Oltre all’azione di questi, le Nazioni Unite sono presenti nel paese sin dal 2004. La Missione di stabilizzazione delle Nazioni Unite ad Haiti (MINUSTAH) è presente nel paese sin dal 2004, dopo la risoluzione 1542 del Consiglio di sicurezza ONU. Obbiettivo della missione è assicurare la stabilità nell’isola, dopo la destituzione di Aristide, garantire la transizione democratica e proteggere le attività delle altre agenzie ONU. La missione è composta da un totale di 5000 uomini, tra militari e corpi di polizia.

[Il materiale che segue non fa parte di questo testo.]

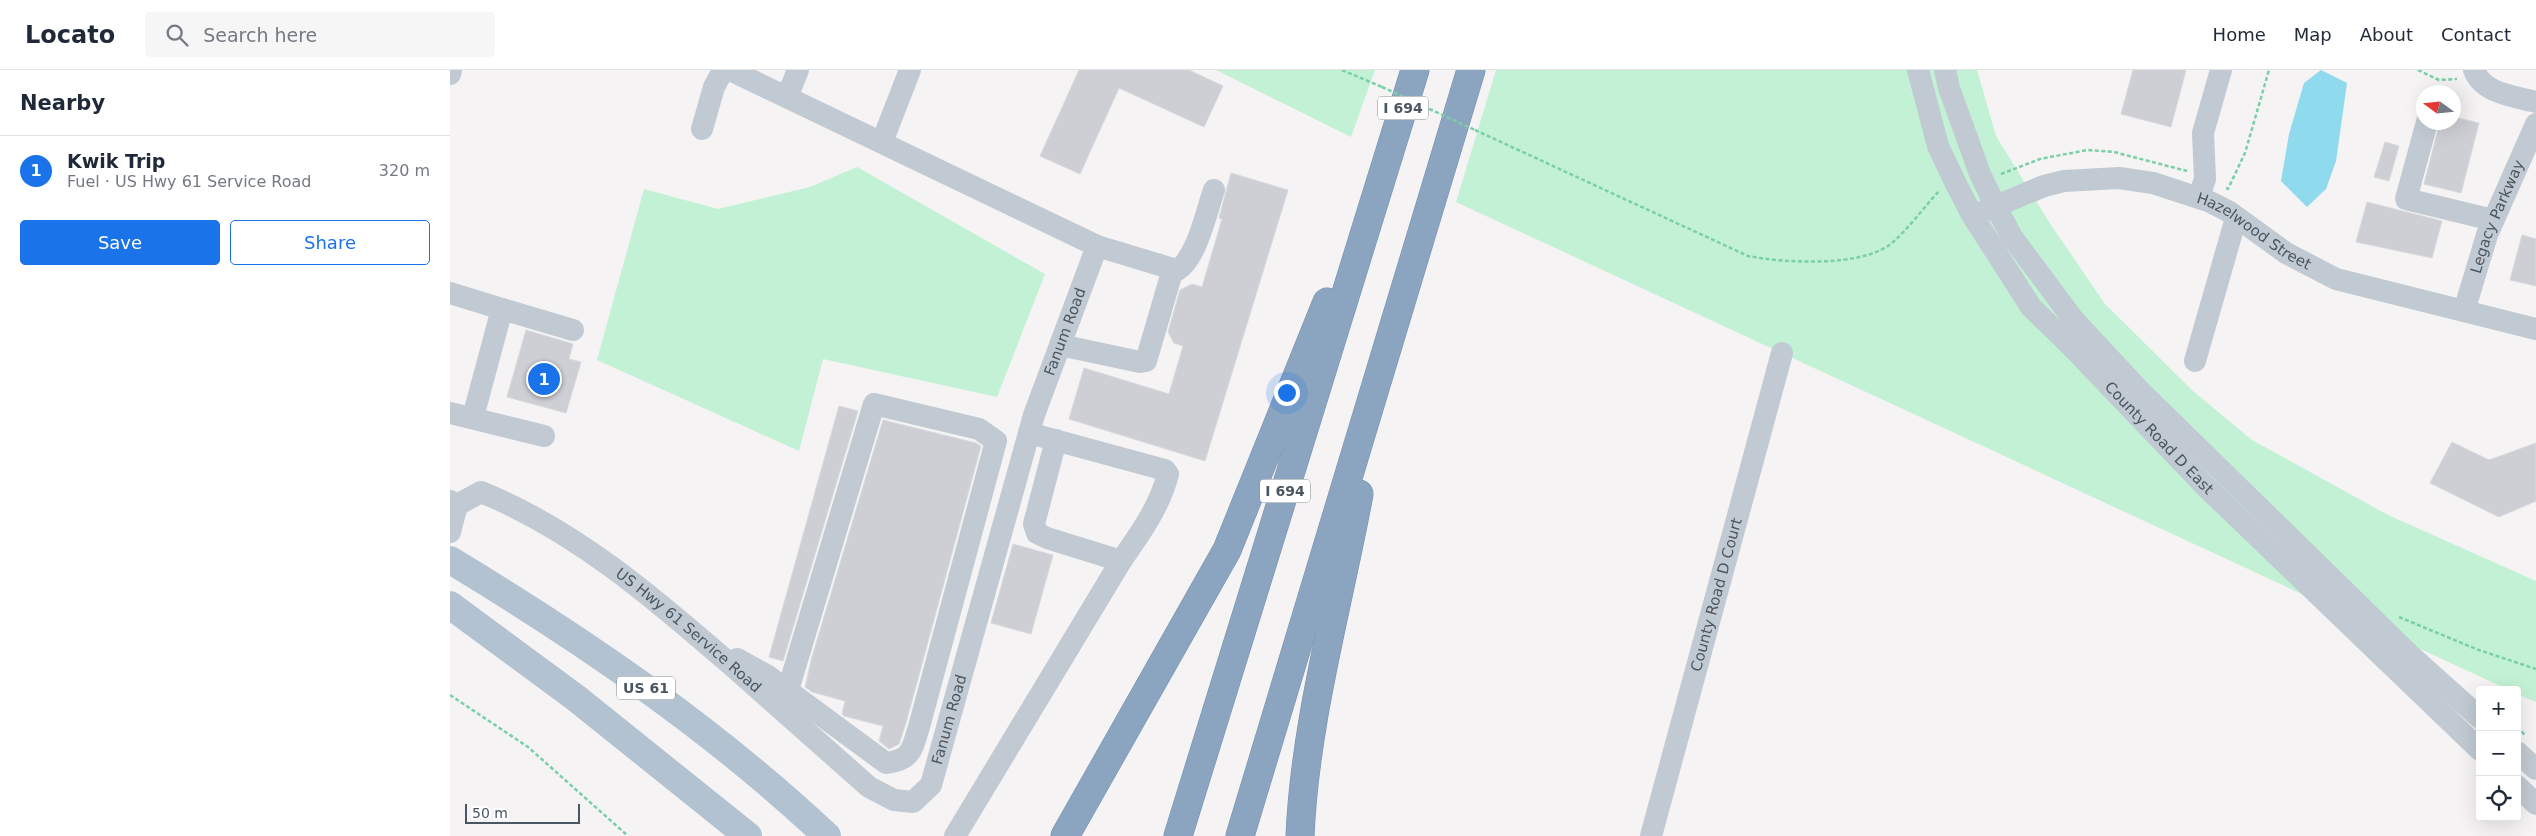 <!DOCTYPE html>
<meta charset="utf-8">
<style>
:root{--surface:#fff;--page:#f6f6f7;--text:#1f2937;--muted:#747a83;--line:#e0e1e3;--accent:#1a73e8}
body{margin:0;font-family:"DejaVu Sans",sans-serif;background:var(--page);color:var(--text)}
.controls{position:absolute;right:15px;bottom:15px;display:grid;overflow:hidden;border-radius:5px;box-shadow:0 5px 20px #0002}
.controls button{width:45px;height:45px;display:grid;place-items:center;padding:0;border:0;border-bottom:1px solid var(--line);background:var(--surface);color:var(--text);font:25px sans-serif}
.compass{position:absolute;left:1966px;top:15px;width:45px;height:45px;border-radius:50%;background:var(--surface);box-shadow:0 5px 20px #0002;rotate:285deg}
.scale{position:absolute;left:15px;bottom:12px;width:115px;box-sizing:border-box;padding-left:5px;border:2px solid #4a5661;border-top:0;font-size:14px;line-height:18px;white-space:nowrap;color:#4a5661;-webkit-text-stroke:4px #fff;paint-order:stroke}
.you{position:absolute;left:836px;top:322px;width:18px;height:18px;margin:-12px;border:4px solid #fff;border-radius:50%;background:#1a73e8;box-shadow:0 0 0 8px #1a73e833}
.badge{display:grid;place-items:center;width:32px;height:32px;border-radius:50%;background:var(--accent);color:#fff;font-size:16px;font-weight:700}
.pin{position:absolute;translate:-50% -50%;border:2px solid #fff;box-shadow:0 1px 5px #0006}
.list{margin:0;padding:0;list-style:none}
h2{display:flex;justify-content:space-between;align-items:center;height:65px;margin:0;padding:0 20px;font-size:21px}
h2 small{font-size:16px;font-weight:400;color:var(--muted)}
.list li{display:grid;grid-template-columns:32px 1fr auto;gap:15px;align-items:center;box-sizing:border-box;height:70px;padding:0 20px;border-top:1px solid var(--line)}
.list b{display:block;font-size:19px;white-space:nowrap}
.list p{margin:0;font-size:16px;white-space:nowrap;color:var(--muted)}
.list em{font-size:16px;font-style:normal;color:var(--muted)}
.actions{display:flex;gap:10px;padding:15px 20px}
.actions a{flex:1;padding:11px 0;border:1px solid var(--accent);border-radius:5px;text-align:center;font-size:18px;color:var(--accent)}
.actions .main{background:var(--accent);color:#fff}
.icon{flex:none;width:28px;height:28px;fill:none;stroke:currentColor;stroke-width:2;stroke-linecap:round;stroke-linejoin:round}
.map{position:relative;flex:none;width:2086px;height:766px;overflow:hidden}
header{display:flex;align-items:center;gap:30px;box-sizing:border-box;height:70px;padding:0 25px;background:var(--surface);border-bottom:1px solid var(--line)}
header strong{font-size:24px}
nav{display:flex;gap:28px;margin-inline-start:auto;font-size:18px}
.search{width:350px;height:45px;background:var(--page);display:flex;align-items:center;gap:12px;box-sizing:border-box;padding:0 18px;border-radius:5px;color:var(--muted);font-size:19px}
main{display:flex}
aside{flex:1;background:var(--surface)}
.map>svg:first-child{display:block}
</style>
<header>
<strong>Locato</strong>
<div class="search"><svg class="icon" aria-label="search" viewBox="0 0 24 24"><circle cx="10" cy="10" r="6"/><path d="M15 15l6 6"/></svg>Search here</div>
<nav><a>Home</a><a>Map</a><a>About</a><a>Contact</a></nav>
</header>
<main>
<aside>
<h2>Nearby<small></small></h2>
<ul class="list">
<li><span class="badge">1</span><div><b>Kwik Trip</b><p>Fuel · US Hwy 61 Service Road</p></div><em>320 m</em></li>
</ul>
<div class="actions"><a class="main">Save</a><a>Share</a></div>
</aside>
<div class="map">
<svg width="2086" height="766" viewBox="0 0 2086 766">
<rect width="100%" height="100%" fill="#f5f3f3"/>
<g fill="#c3f1d5">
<path d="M766 0H925L901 67Z"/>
<path d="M1046 0H1527L1546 66 1599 152 1655 234 1743 321 1802 370 1938 445 2086 511V632L2067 624V620H2059L1006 132Z"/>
<path d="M407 97 595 204 547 327 373 289 349 381 147 290 194 119 268 139 360 117Z"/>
</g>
<path fill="#90daee" d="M1871 0 1897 13 1886 91 1876 119 1857 137 1831 111 1839 64 1854 13Z"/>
<g fill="#cdcfd5" stroke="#d7d9de">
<path d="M629 0H739L773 16 754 57 669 18 630 104 590 86Z"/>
<path d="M1683 0H1736L1721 57 1671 44Z"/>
<path d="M2004 47 2029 53 2011 123 1974 114 1990 52H2004Z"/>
<path d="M1935 72 1949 76 1939 111 1924 107Z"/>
<path d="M781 103 838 120 755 391 619 349 634 298 719 324 733 276 724 273 718 262 730 220 742 214 752 217 772 149 769 148Z"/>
<path d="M1917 132 1992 151 1982 188 1906 172Z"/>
<path d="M2072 165 2086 169V216L2060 210Z"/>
<path d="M76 260 123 274 119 289 131 292 116 343 57 327Z"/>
<path d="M389 336 408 341 333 591 319 587Z"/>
<path d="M433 350 526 373 531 376 456 653 449 674 439 679 429 671 433 656 394 646 392 644 395 631 362 622 355 617 362 587Z"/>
<path d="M2002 372 2039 390 2086 373V431L2049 447 1980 413Z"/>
<path d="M563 474 603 485 581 564 541 553Z"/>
</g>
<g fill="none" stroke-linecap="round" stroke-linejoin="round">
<g stroke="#7690ad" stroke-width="29">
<g id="highway">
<path d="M615 766 777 480 877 232"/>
<path d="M728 766 965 0"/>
<path d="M790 766 1021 0"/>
<path d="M850 766C855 651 888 537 909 424"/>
</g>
</g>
<g stroke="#7ad0a6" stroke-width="2.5" stroke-dasharray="4 2.5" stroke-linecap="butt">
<path d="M892 0 932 17"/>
<path d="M1968 0 1989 10 2007 9"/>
<path d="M1025 60 1298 186C1334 193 1414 198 1443 172 1460 157 1474 137 1489 121"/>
<path d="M1551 104 1590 89 1637 80 1664 82 1737 101"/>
<path d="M1776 118 1778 119 1795 83 1819 0"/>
<path d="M1949 547 2026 579 2086 599"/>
<path d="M0 625 78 677 178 766"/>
<path d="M2067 657 2075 665"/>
</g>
<g stroke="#c1cad2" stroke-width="22">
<path id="s1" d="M1468 0 1488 76 1506 114 1522 145 1581 237 1623 278 1754 415 2030 680"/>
<path d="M1495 0 1499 18 1530 104 1546 137 1562 167 1623 249 1689 320 1961 586 2030 648"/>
<path d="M2024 0C2033 24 2064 26 2086 32"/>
<path d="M0 4 1 0"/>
<path d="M337 27 348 0"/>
<path d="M1977 52 1956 129 2043 150"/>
<path d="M252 59 264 17 273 0"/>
<path d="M432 72 460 0"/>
<path d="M1749 127 1755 109 1753 63 1771 0"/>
<path id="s2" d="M1532 142 1594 116 1614 111 1669 108 1703 113 1758 131 1778 141 1836 183 1886 209 2086 259"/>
<path d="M723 202C746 194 756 142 764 120"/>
<path d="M0 223 52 239"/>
<path id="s3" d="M2014 241 2037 165 2086 54"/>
<path d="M610 275 690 292 696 291 723 199 647 176"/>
<path d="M1745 291 1786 148"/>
<path d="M0 343 94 366"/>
<path d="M23 347 52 239 123 260"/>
<path d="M606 370 584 454 587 463 597 468 671 491"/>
<path id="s4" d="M0 431 7 435 31 422C125 460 204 528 280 594 326 635 373 676 419 717L444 730 463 732 481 715 584 345 647 176 280 0"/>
<path d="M0 462 7 435"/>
<path d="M287 589 318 606 436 693C462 690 462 679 469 657L546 371 529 359 424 334 338 620"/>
<path d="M2067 682 2086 699"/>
<path d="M2067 716 2086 734"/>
<path d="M505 766 671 491C690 464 710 436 718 404L715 400 579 363"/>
<path id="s5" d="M1201 766 1332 283"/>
</g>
<g stroke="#b3c2d1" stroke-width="28">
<path d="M0 490C133 570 263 659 377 766"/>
<path d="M0 535 126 628 298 766"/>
</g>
<use href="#highway" stroke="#8ba5c1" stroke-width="28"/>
<path stroke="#7ad0a6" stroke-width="2.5" stroke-dasharray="4 2.5" stroke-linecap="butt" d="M932 17 1025 60"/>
</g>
<g text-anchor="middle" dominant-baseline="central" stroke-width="4.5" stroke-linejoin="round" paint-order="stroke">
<g fill="#fff" stroke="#808990" stroke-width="1">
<rect x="928" y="26.5" width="50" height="23" rx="4"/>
<rect x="810" y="409.5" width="50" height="23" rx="4"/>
<rect x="167" y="606.5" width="58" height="23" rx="4"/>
</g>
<g font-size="14" font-weight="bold" fill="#4a5661">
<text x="953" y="38">I 694</text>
<text x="835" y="421">I 694</text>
<text x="196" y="618">US 61</text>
</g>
<g font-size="15" fill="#4a5661" stroke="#fff">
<text stroke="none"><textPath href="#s3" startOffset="100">Legacy Parkway</textPath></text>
<text stroke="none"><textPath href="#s2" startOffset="290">Hazelwood Street</textPath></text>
<text stroke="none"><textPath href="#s4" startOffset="1070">Fanum Road</textPath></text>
<text stroke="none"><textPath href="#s1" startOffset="448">County Road D East</textPath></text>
<text stroke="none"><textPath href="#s5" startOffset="250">County Road D Court</textPath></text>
<text stroke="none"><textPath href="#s4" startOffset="286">US Hwy 61 Service Road</textPath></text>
<text stroke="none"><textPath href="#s4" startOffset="665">Fanum Road</textPath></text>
</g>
</g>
</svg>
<div class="controls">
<button>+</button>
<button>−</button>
<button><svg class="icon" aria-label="locate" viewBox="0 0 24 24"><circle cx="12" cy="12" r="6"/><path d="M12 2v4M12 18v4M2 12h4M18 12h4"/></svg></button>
</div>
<svg class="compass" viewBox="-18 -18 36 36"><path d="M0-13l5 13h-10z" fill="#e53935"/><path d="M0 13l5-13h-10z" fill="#747a83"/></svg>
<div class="scale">50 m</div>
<div class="you"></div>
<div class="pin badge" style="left:94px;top:309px">1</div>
</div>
</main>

L’azione delle Nazioni Unite è stata fortemente criticata, due sono i motivi principali. Da un lato l’ormai provata responsabilità del contingente MINUSTAH di aver trasmesso l’epidemia di colera: secondo analisi dettagliate il ramo genetico della malattia corrisponde con quello del Nepal, paese di provenienza dei membri della missione ONU, che avrebbero contaminato con la rottura accidentale di silos e rifiuti le acque del fiume Artibonite, principale fiume dell’isola. Ad oggi l’ONU, supportata principalmente dagli Sati Uniti come maggiori finanziatori della missione, non ha ancora ammesso le proprie responsabilità, lasciando inoltre le famiglie e i malati di colera senza indennizzo.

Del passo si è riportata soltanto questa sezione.